__Exercise__: Copy every line of the records below that holds the word "Lancaster".

__Record excerpts__:
★ ★ ★ ★ ★ ★ ★
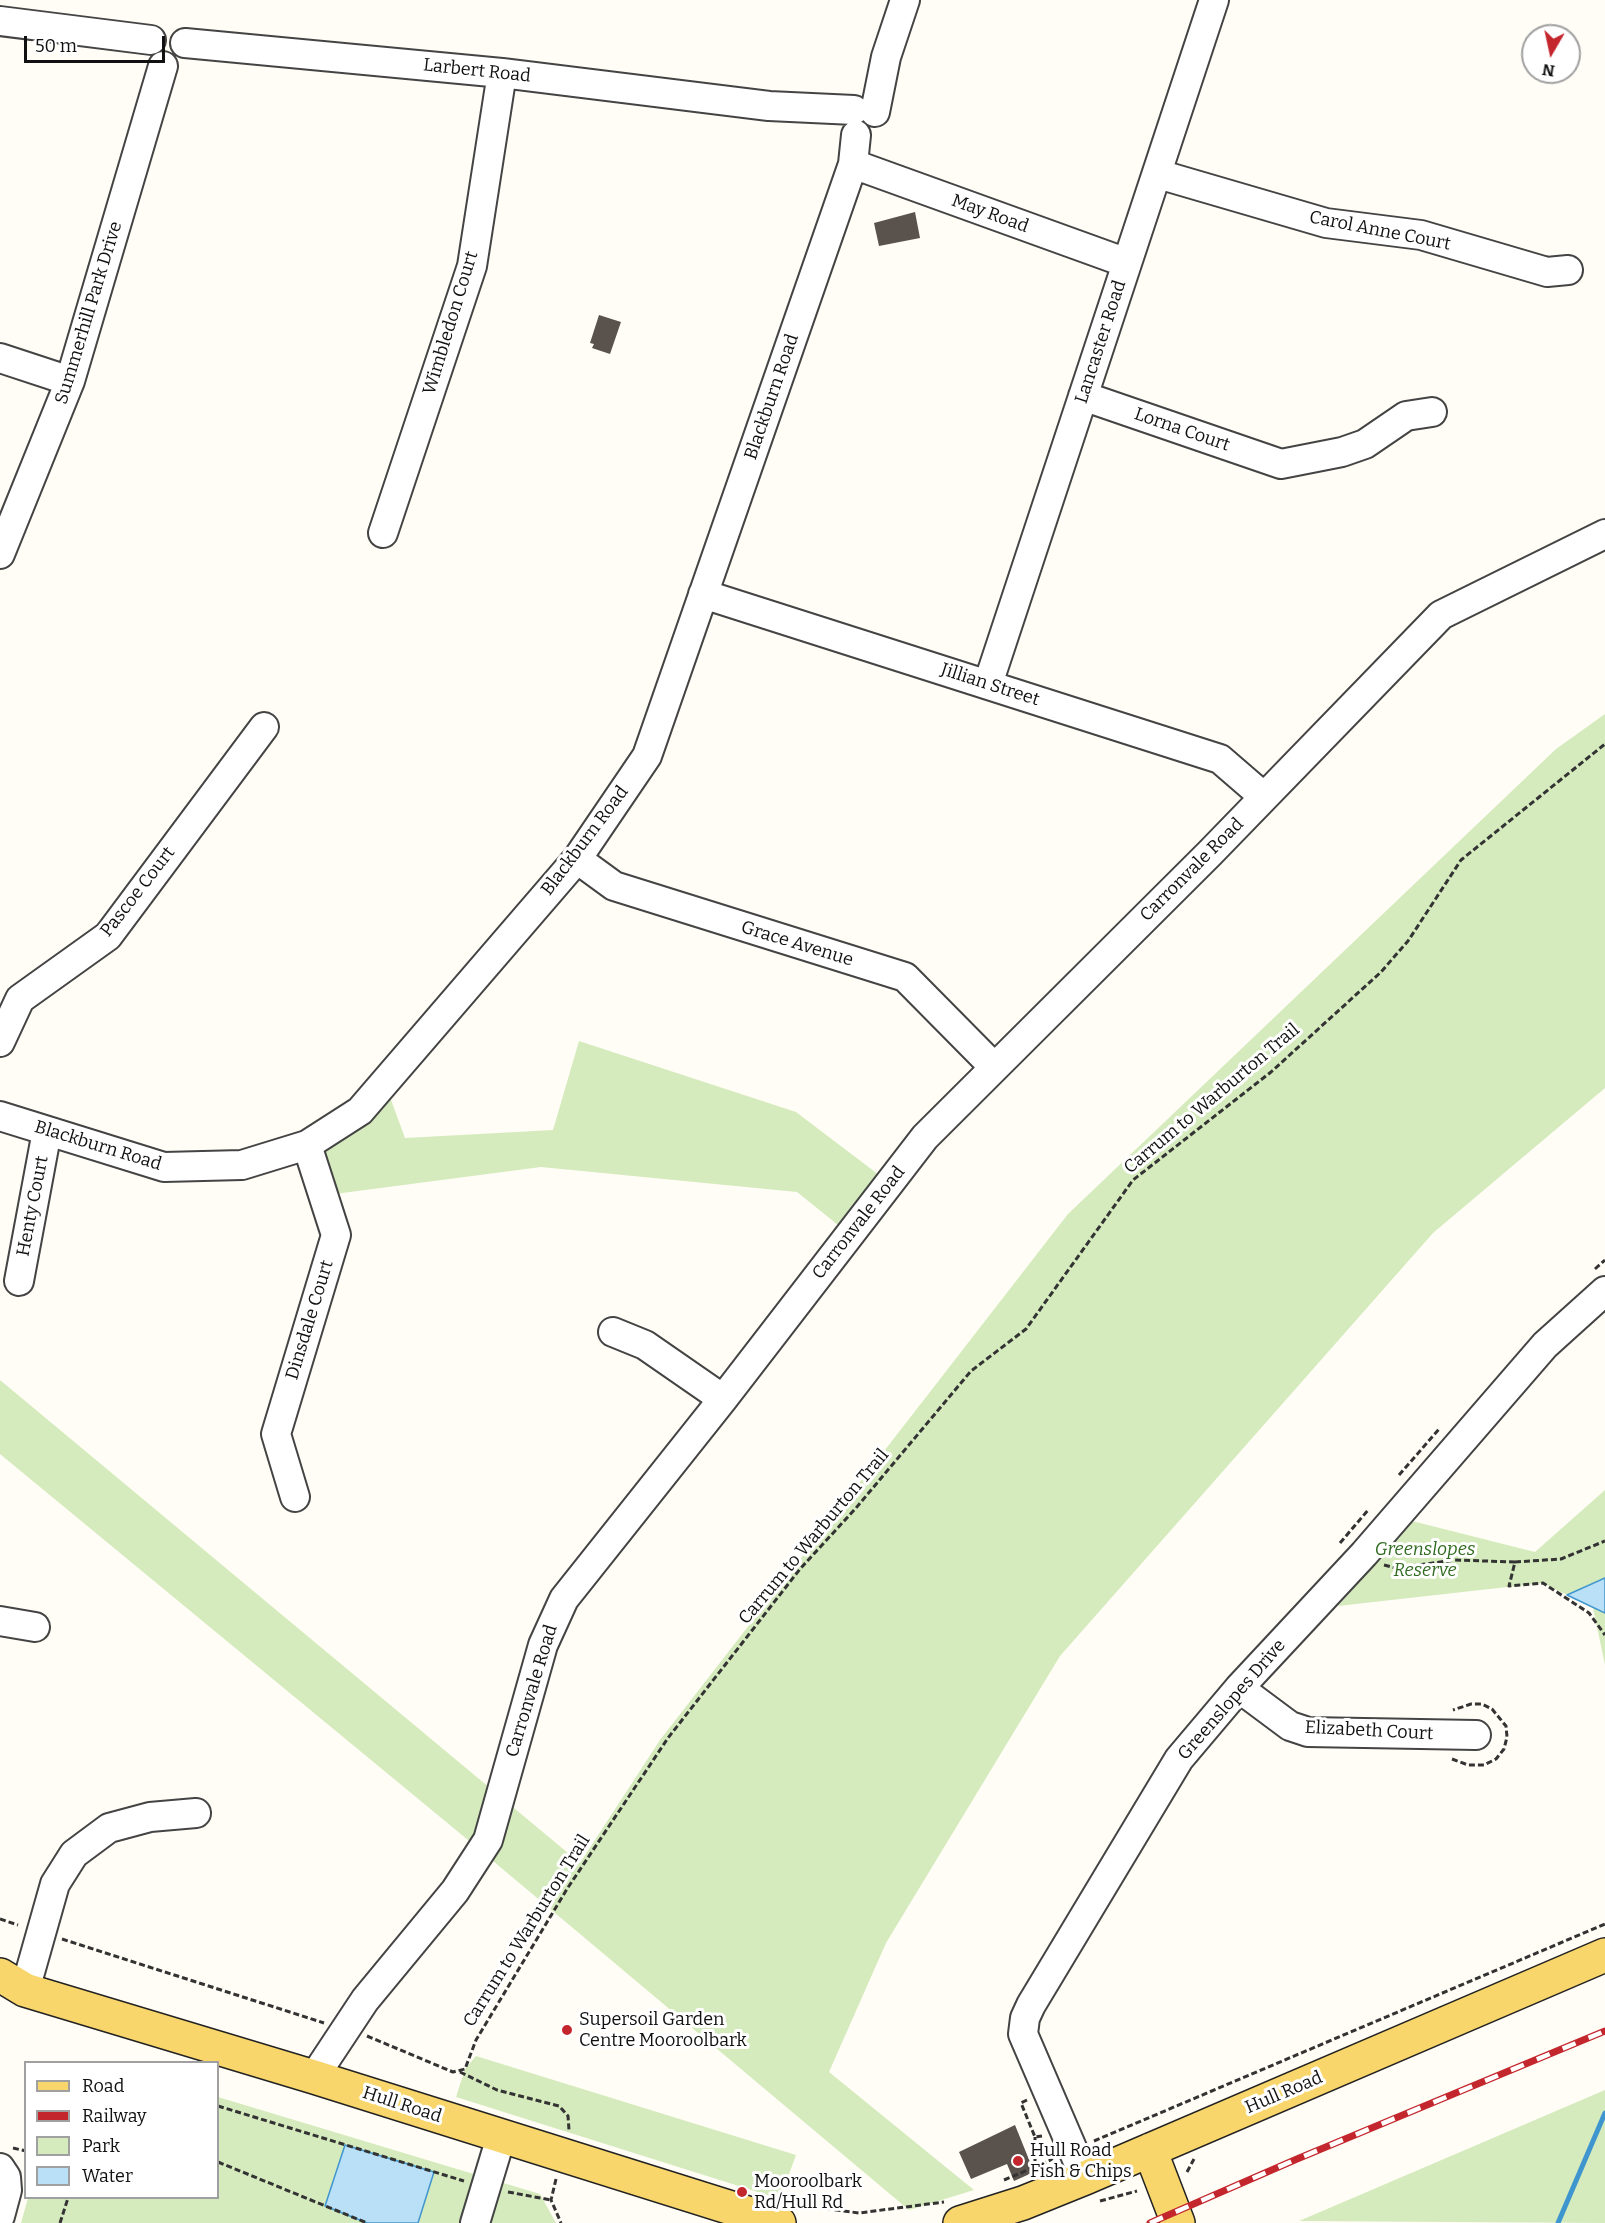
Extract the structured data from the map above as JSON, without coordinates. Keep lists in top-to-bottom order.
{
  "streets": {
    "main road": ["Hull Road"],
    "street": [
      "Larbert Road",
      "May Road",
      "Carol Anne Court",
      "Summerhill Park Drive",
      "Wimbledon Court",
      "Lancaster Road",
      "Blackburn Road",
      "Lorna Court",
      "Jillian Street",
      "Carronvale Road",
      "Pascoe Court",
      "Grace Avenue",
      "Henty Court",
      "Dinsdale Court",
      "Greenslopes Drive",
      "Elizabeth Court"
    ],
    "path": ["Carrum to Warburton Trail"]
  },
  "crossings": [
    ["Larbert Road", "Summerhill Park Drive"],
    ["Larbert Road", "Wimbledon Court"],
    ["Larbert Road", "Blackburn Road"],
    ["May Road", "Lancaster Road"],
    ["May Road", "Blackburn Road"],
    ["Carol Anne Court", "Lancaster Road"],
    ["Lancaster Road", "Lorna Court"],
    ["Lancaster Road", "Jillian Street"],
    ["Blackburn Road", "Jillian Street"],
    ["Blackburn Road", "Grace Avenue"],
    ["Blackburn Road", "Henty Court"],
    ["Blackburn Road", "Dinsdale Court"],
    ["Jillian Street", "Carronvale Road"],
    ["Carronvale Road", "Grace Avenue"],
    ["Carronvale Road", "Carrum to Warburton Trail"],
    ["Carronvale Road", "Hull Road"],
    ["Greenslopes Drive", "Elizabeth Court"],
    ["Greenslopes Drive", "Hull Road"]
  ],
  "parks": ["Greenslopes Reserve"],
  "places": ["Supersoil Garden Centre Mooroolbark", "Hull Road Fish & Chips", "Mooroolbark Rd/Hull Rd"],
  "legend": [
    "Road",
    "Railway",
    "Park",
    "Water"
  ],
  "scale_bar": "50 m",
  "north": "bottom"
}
★ ★ ★ ★ ★ ★ ★
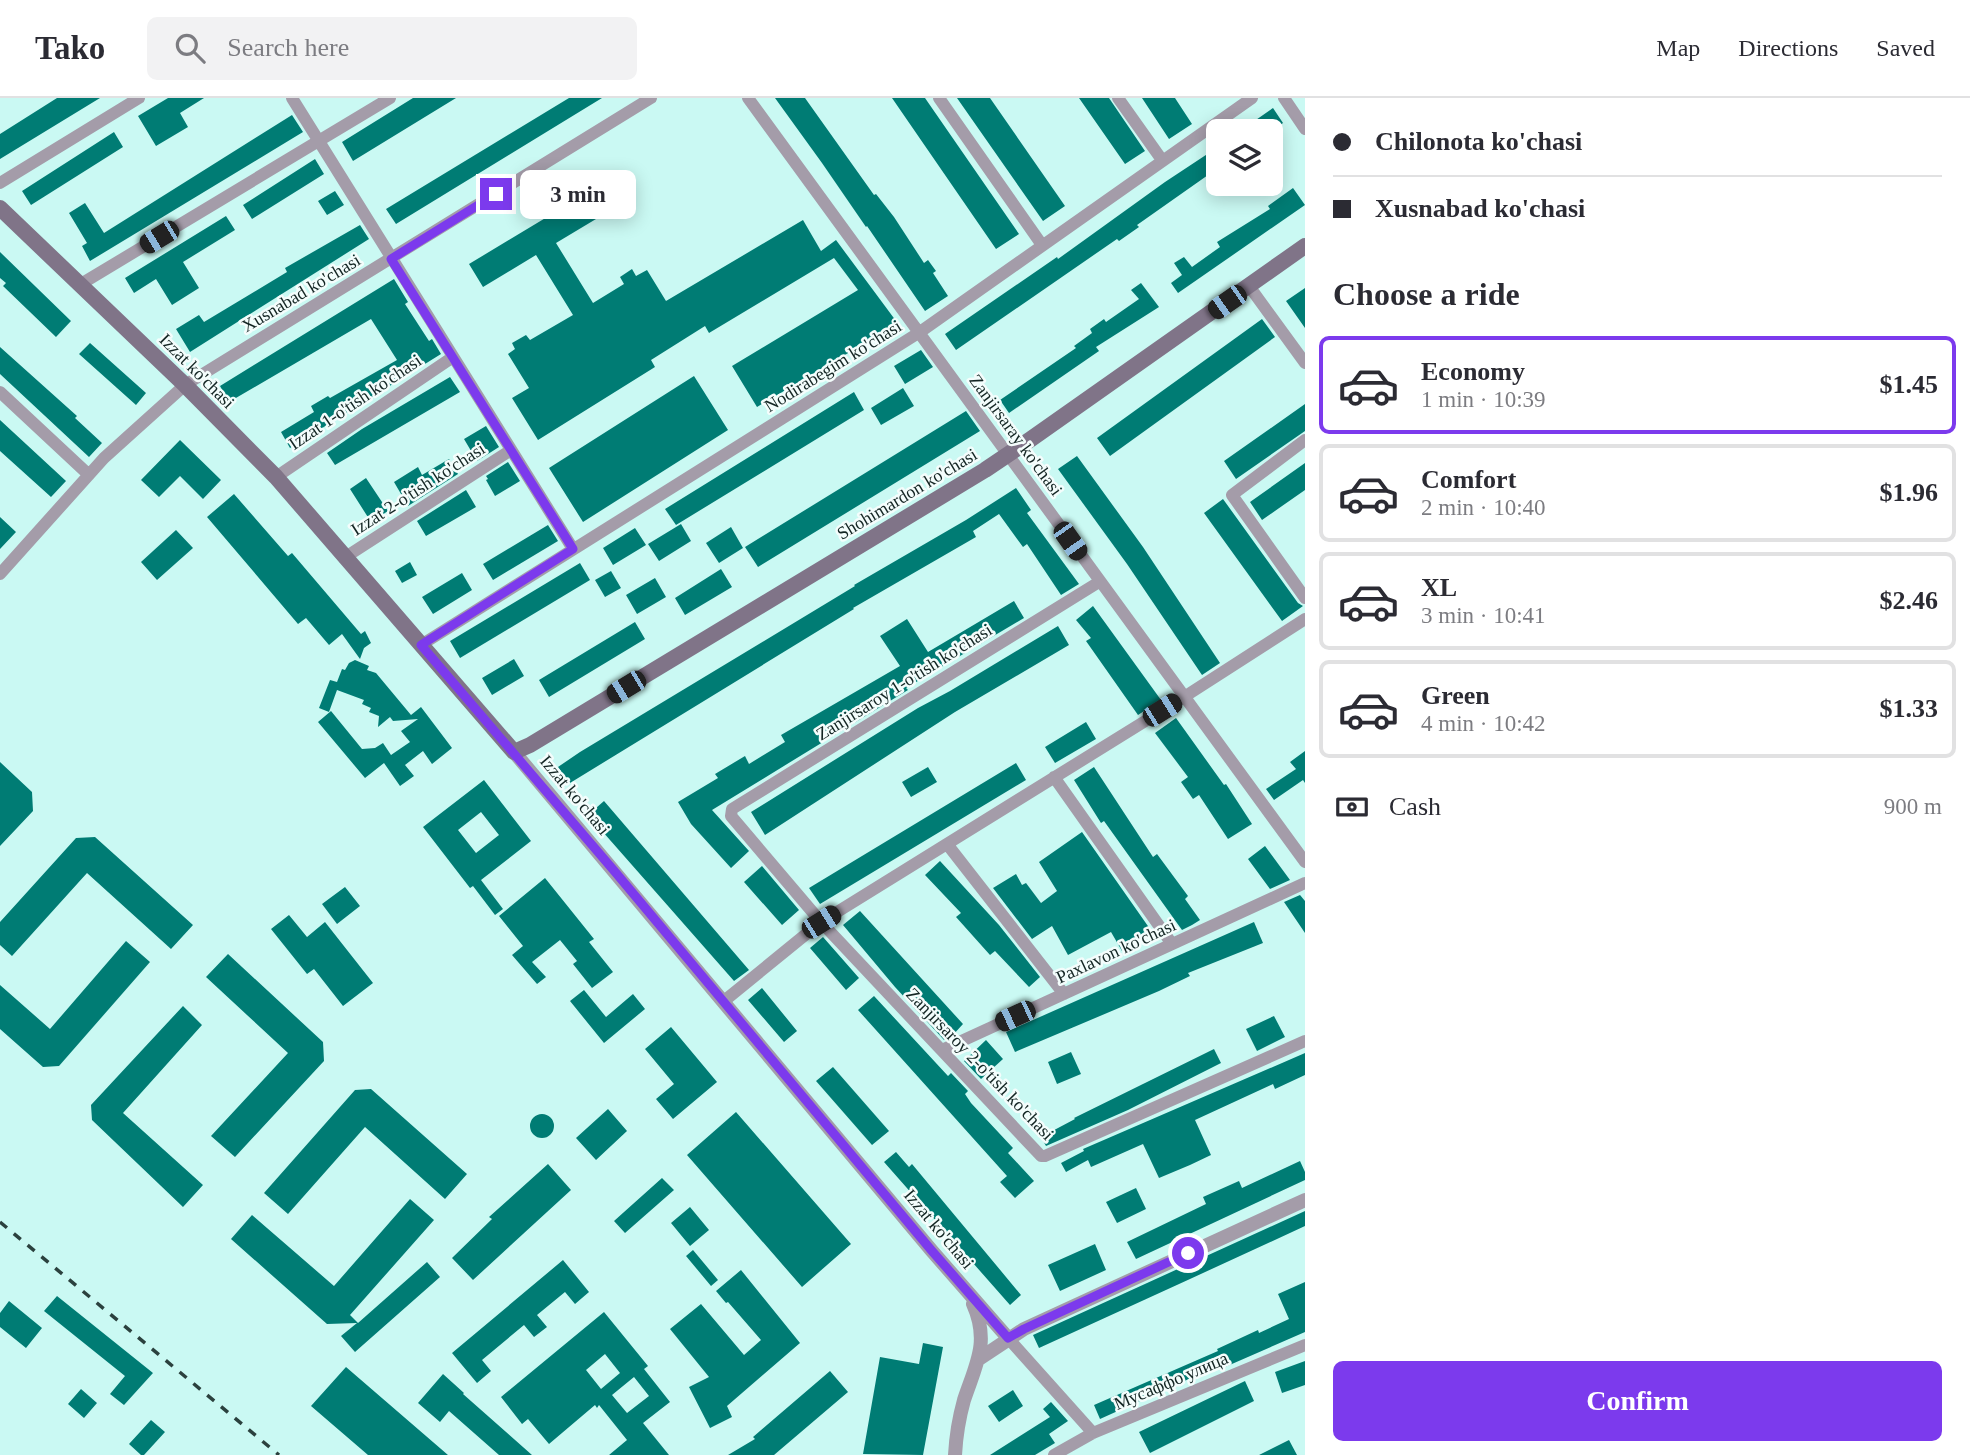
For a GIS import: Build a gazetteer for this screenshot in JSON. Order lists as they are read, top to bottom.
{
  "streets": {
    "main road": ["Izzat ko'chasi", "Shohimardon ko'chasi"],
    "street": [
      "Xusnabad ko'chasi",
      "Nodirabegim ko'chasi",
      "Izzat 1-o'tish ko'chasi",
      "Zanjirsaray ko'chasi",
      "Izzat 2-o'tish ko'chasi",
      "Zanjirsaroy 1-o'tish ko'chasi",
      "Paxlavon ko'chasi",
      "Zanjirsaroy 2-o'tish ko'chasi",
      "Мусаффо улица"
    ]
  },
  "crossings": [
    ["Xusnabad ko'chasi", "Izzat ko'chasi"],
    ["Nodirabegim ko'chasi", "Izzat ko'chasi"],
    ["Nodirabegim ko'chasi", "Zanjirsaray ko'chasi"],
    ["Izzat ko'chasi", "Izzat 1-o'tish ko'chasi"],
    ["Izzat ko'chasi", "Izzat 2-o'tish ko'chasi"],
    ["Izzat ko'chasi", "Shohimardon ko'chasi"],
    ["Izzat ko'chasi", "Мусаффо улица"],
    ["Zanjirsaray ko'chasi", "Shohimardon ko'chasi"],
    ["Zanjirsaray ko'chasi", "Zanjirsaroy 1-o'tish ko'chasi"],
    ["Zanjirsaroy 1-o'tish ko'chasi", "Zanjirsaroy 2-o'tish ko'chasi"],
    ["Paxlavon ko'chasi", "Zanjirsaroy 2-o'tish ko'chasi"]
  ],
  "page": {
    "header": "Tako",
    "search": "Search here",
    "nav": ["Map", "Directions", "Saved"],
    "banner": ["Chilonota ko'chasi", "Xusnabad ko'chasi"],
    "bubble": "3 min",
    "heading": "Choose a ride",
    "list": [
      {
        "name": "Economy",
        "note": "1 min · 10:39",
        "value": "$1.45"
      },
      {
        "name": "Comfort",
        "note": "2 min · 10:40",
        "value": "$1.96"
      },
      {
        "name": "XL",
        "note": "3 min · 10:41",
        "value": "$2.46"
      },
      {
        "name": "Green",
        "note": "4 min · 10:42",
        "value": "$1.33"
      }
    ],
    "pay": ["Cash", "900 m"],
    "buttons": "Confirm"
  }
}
★ ★ ★ ★ ★ ★ ★
__Finished task__:
      "Lancaster Road",
    ["May Road", "Lancaster Road"],
    ["Carol Anne Court", "Lancaster Road"],
    ["Lancaster Road", "Lorna Court"],
    ["Lancaster Road", "Jillian Street"],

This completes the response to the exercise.